**WHAT YOU ARE ASKED TO DO**:
When a line of the entries contains the word "Sushi", report that line.

(SUPPLIED MATERIAL begins)

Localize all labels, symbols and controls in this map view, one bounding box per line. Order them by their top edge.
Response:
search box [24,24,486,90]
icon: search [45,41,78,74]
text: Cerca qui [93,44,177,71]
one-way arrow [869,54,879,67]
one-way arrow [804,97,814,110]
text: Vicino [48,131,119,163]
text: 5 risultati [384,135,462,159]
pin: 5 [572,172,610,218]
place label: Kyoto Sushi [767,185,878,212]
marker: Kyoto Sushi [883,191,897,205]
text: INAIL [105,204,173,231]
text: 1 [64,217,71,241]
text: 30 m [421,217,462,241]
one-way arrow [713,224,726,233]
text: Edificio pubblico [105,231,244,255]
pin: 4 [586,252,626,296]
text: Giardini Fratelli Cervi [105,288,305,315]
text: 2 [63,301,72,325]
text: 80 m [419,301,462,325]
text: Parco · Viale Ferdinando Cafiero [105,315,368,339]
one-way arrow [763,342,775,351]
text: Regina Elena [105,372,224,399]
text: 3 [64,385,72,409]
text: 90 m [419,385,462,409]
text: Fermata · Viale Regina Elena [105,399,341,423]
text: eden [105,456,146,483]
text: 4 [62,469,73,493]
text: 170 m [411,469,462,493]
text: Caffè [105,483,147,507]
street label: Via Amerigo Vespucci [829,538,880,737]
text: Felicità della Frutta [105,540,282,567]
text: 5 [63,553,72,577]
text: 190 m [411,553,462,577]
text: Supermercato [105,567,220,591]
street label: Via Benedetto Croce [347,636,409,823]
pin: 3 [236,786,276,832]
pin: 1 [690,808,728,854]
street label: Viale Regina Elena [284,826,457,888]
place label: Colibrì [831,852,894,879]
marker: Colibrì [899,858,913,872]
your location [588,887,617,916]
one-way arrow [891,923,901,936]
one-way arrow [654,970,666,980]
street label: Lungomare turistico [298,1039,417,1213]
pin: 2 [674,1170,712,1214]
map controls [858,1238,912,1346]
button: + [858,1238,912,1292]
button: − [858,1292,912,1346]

(SUPPLIED MATERIAL ends)

**EXERCISE ANSWER**:
place label: Kyoto Sushi [767,185,878,212]
marker: Kyoto Sushi [883,191,897,205]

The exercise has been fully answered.